Project: RPO - Tron


Our small band of Gunters here in The DreamCage universe are reviewing every film mentioned in Ernest Cline's Ready Player One. This week, Steve Taylor-Bryant steps inside the computer world of Tron...


When a brilliant video game maker named Kevin Flynn (Jeff Bridges) hacks the mainframe of his ex-employer ENCOM with his ex-girlfriend's new boyfriend (Bruce Boxleitner), to try to prove that his game designs were stolen by senior executive Ed Dillinger (David Warner) he is beamed inside an astonishing digital world and becomes part of the very game he is designing.
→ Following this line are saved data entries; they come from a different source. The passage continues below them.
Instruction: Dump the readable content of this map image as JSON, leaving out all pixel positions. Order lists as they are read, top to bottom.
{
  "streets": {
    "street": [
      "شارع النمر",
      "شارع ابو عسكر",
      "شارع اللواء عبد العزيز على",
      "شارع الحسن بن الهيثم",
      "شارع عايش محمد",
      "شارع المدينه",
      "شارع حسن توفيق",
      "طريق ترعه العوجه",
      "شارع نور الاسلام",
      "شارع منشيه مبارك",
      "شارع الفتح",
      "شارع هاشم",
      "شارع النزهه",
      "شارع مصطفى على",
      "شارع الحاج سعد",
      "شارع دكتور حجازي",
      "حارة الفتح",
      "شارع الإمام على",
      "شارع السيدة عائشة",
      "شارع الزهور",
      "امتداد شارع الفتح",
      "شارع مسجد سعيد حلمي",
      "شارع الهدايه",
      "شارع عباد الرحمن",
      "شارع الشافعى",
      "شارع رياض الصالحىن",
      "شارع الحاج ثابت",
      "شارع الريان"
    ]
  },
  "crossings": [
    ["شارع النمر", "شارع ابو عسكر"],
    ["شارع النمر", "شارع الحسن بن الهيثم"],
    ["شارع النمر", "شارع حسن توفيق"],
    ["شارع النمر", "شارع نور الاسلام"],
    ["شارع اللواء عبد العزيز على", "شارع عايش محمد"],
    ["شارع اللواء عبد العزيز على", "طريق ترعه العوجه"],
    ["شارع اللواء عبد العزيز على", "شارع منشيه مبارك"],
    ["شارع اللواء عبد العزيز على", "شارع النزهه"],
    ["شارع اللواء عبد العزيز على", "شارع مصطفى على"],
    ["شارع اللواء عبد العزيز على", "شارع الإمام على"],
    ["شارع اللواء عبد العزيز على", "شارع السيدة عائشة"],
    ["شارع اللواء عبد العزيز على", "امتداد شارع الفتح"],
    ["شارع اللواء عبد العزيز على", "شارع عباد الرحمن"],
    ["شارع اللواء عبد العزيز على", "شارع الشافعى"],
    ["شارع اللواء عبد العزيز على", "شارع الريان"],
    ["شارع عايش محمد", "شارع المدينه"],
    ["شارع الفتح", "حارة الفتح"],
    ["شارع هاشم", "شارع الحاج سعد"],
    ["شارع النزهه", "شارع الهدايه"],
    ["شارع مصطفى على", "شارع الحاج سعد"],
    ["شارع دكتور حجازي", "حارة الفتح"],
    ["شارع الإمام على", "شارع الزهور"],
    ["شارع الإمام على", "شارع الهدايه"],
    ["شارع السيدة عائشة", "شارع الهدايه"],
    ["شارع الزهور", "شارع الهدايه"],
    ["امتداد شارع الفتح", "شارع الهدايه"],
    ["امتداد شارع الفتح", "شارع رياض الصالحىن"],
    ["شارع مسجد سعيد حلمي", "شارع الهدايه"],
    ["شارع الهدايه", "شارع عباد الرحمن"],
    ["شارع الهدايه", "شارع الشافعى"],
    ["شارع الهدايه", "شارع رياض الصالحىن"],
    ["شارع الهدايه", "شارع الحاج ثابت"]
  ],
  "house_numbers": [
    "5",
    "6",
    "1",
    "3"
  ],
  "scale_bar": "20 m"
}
Tron is the reason I am not a gamer, that’s quite a statement to make I know but it is most definitely true. Kind of. Okay, Tron and really small thumbs that are pretty much useless for anything. Tron was an epic look at computer games you see and in 1982, I was 7, it was right at the start of when gaming and arcade games were becoming both popular and accessible for all pockets and it blew me away. It was a neon filled acid trip for children, a sugary gaming overload that sneaked inside every child's imagination and made technology and the age of computing relevant and exciting. Until you actually played a game, with bad graphics and awful sound design, and you didn’t get sucked inside the machine on the adventure of a lifetime like Bruce Boxleitner did. When you played Manic Miner or Paperboy and you didn’t find yourself confronted by Jeff Bridges. It's not the first or last time that pop culture has lied to me but it is the one that hurts the most. Along with my weird thumbs, Tron took away any ability I had to enjoy this new and exciting entertainment form.

The film was a plethora of effects thrown directly at my retinas and my imagination was running wild, now addicted to Walt Disney’s drug – the movie. Seven is a strange age to be at the best of times, you think you are grown up enough to play with the cool kids and yet you still suck your ridiculous looking thumb and believe in Santa, but belief is important. Santa works because every time you think he doesn’t exist, presents appear under the Christmas tree, every time you think the Easter Bunny is a childish idea, you find a chocolate egg, every time you play an arcade game though you don’t end up inside the game riding the second coolest motorbike ever committed to celluloid after Street Hawk. I can completely side with those critics who lamented the believability of Tron. They were, however, wrong weren’t they?

Tron doesn’t date. It is as visually stunning today, some 35 years later, as it was to a 7 year old who had sneaked into the cinema with no one spotting him; small thumbed people are sneaky, very sneaky. It holds up as a story all these decades since its release, in fact, without the ideas put on screen in Tron, you probably wouldn’t have had the advancements in Virtual Reality that we have had, and therefore Ready Player One would never have been written, its no surprise that VR exponents are of the age that Tron would have been their favourite movie as kids.

Tron may have ruined my potential gaming career but as a film it was a remarkable landmark moment. It pushed computer graphics and visual effects to their very limits, it made the imagination work overload to keep up, it took what seems like a relatively simple idea by today's standards and created a universe that the viewer couldn’t help but get lost in. It had revolution in its soul, conflict and gladiatorial moments, it was a futuristic tale of the old fashioned ‘good vs evil’ motif and it was stunning in its execution. If you think there is a better film of its type out there then, first up, you are wrong and, secondly, what do you think it was that allowed your dumb choice of better movie to made? Tron, that’s what.

Now I am going back to my Jeff Bridges monument and taking my small thumbs with me. You? GO AND WATCH TRON!